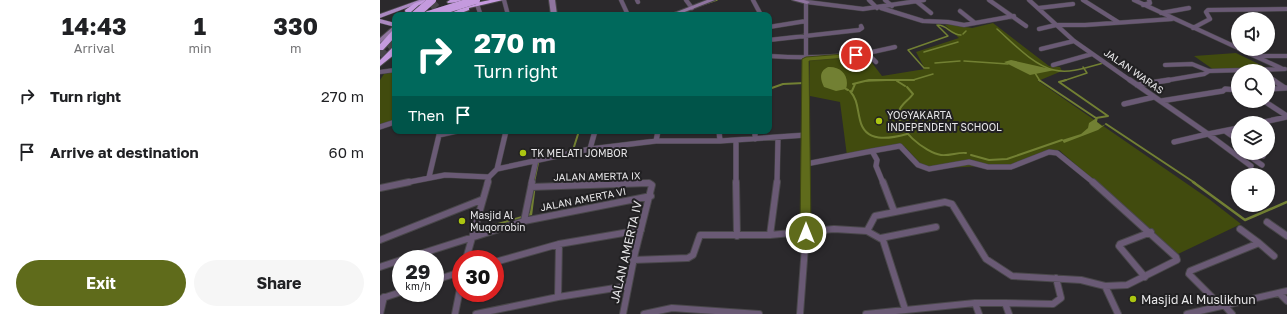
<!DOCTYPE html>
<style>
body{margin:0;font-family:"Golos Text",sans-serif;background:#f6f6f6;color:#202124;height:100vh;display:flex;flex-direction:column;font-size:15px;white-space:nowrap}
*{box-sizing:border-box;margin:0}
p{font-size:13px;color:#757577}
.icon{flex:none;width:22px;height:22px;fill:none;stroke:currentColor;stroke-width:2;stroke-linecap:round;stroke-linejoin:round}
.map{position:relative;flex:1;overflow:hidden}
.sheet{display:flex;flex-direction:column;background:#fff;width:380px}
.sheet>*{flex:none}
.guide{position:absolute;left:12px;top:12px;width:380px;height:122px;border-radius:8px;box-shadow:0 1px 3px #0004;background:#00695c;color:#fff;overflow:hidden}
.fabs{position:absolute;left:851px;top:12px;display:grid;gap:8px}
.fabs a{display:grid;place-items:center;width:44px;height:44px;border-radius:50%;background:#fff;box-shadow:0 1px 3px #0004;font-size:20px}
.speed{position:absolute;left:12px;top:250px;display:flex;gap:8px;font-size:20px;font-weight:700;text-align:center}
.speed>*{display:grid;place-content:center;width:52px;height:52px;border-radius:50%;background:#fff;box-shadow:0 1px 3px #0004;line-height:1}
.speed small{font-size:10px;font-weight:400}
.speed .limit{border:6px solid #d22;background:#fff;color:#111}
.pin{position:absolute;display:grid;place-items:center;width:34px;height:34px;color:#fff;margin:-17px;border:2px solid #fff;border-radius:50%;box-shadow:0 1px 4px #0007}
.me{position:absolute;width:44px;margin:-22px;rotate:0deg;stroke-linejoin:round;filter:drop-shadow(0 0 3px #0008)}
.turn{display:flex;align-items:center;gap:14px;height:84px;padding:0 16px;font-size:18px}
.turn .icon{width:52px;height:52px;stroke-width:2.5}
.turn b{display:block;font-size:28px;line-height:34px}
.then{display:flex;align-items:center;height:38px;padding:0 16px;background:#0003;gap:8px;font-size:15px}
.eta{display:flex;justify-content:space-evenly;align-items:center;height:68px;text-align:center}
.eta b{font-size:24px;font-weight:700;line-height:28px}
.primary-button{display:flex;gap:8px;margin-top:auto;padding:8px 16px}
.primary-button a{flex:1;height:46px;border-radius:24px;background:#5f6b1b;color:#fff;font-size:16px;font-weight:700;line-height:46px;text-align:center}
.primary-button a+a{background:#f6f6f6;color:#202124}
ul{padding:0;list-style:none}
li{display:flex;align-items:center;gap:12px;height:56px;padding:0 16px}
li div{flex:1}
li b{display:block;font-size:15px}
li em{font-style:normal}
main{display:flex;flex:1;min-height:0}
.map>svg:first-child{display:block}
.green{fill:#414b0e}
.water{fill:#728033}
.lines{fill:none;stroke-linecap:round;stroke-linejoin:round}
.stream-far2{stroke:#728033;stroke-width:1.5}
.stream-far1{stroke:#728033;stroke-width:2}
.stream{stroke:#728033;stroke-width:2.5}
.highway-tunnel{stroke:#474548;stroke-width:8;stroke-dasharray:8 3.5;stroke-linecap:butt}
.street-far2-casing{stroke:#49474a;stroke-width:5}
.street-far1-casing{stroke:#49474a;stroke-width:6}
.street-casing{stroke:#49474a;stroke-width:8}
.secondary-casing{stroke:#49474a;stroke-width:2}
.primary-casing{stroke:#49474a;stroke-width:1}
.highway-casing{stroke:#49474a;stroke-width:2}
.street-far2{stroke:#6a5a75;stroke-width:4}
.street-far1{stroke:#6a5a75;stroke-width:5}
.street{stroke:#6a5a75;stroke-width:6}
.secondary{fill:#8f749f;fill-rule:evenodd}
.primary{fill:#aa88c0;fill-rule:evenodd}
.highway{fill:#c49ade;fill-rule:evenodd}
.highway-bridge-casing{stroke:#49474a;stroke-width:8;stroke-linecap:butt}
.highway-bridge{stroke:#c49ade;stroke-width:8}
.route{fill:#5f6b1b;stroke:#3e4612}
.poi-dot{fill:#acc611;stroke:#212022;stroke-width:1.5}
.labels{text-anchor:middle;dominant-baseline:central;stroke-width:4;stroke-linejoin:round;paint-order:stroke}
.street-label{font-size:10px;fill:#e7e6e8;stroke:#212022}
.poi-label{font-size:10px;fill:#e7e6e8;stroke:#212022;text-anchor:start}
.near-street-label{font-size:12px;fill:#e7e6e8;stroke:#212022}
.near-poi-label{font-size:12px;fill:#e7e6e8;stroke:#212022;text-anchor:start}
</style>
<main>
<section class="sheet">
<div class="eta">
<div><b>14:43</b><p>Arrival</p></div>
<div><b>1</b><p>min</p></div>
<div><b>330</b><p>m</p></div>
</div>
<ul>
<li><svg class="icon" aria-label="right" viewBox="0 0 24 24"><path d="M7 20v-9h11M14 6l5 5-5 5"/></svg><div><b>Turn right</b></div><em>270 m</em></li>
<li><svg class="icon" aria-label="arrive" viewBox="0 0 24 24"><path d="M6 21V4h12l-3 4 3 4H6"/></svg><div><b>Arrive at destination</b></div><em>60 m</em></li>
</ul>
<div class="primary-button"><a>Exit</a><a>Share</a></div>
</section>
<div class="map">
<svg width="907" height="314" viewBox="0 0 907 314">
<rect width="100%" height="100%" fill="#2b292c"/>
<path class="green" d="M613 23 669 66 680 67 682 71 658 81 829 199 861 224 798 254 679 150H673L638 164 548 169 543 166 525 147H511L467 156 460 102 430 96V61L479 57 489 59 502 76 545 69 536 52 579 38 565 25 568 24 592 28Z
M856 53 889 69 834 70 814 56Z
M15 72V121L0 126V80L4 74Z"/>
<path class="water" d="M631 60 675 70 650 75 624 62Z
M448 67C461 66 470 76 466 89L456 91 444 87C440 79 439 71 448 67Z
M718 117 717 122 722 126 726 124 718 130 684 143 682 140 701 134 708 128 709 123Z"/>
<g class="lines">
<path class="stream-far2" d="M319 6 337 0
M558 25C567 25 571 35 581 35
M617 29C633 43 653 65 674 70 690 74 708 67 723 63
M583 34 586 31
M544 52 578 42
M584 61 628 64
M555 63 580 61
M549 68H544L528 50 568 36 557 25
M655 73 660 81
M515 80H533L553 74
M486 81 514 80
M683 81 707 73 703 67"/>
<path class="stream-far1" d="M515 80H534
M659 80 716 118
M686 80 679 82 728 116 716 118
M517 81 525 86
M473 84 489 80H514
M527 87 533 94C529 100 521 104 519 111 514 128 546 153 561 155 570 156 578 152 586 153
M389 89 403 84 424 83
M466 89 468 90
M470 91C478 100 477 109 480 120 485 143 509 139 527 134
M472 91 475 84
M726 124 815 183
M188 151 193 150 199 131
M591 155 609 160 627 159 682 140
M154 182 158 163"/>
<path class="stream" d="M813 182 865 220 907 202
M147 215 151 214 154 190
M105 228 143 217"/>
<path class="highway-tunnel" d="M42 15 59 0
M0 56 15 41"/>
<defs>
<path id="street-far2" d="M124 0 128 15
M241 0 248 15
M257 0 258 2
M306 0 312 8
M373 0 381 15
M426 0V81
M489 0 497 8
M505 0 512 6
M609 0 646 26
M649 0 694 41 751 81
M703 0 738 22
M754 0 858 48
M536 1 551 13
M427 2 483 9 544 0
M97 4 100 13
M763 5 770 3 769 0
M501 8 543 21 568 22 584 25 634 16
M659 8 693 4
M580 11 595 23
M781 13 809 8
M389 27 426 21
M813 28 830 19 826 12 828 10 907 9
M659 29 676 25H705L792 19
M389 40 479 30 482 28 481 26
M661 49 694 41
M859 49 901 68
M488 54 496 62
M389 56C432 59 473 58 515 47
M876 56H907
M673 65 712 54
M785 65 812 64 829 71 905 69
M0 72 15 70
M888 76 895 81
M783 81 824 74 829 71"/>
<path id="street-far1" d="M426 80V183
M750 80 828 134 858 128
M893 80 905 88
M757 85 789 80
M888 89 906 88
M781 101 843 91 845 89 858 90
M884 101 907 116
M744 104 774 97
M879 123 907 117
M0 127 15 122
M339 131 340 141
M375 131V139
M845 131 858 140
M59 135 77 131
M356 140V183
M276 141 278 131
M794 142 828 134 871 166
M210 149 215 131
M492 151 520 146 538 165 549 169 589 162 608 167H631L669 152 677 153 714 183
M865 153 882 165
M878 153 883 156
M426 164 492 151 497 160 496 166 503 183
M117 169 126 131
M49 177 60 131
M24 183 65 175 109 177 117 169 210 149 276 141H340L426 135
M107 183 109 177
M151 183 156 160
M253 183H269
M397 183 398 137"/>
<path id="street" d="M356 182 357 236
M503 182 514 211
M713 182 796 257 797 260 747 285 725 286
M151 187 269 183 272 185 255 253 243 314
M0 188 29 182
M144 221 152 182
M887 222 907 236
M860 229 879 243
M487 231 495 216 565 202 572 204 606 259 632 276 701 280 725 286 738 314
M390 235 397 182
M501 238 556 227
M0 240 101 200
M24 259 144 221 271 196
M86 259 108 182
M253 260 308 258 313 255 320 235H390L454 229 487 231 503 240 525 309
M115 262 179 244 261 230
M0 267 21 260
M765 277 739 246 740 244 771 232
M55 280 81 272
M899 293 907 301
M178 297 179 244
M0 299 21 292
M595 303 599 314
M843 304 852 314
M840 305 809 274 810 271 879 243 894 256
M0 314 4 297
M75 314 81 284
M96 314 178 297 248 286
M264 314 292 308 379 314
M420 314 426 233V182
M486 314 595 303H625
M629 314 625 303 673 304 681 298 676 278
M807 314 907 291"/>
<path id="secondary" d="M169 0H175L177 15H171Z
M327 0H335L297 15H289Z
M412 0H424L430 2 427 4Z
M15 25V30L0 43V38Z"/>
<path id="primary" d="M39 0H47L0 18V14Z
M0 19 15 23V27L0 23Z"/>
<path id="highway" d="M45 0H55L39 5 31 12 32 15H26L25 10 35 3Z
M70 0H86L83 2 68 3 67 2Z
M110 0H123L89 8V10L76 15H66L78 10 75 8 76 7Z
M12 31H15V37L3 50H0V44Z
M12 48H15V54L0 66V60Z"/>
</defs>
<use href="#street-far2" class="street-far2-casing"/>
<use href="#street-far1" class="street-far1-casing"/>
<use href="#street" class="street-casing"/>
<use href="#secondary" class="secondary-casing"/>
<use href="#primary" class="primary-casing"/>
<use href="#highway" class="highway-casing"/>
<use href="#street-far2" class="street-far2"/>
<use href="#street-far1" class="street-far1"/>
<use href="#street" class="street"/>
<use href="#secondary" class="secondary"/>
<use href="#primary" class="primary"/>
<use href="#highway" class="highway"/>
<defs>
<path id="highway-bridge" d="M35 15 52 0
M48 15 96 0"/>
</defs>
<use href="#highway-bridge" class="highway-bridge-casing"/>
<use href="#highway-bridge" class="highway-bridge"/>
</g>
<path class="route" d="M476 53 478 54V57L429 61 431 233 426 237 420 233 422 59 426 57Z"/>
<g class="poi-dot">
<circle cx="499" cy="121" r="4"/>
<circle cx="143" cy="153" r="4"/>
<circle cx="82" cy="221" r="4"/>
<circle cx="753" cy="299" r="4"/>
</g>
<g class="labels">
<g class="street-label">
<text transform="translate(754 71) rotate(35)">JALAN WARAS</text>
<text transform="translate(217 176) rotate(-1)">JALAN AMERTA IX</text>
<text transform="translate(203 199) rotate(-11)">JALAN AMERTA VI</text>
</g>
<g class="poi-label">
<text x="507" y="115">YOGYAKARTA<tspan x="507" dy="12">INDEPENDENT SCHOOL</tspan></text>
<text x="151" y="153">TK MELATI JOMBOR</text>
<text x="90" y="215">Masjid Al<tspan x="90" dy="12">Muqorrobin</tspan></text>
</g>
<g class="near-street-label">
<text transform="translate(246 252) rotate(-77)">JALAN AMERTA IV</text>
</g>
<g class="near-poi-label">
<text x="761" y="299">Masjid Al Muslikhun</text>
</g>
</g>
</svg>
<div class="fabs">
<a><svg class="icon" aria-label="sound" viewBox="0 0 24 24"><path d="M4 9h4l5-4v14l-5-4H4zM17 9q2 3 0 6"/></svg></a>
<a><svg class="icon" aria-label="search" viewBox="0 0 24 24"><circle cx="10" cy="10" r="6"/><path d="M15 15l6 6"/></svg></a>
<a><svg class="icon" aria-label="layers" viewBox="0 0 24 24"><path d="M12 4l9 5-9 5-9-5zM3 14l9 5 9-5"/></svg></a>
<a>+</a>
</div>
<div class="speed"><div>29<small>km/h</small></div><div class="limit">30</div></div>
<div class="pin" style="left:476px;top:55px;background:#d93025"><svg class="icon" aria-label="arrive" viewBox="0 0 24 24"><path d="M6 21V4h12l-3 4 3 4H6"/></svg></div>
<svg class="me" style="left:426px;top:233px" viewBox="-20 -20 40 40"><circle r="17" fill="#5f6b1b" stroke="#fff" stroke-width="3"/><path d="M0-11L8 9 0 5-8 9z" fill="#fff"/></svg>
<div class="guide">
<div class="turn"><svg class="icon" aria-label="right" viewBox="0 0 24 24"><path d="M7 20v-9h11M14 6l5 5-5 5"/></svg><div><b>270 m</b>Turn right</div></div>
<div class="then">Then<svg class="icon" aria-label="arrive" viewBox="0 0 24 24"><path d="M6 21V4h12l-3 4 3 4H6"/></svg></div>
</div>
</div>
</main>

====================

#### Prompt:
Please give the number of lines above that include the string "shadow", with nothing added.

#### Answer for the task:
5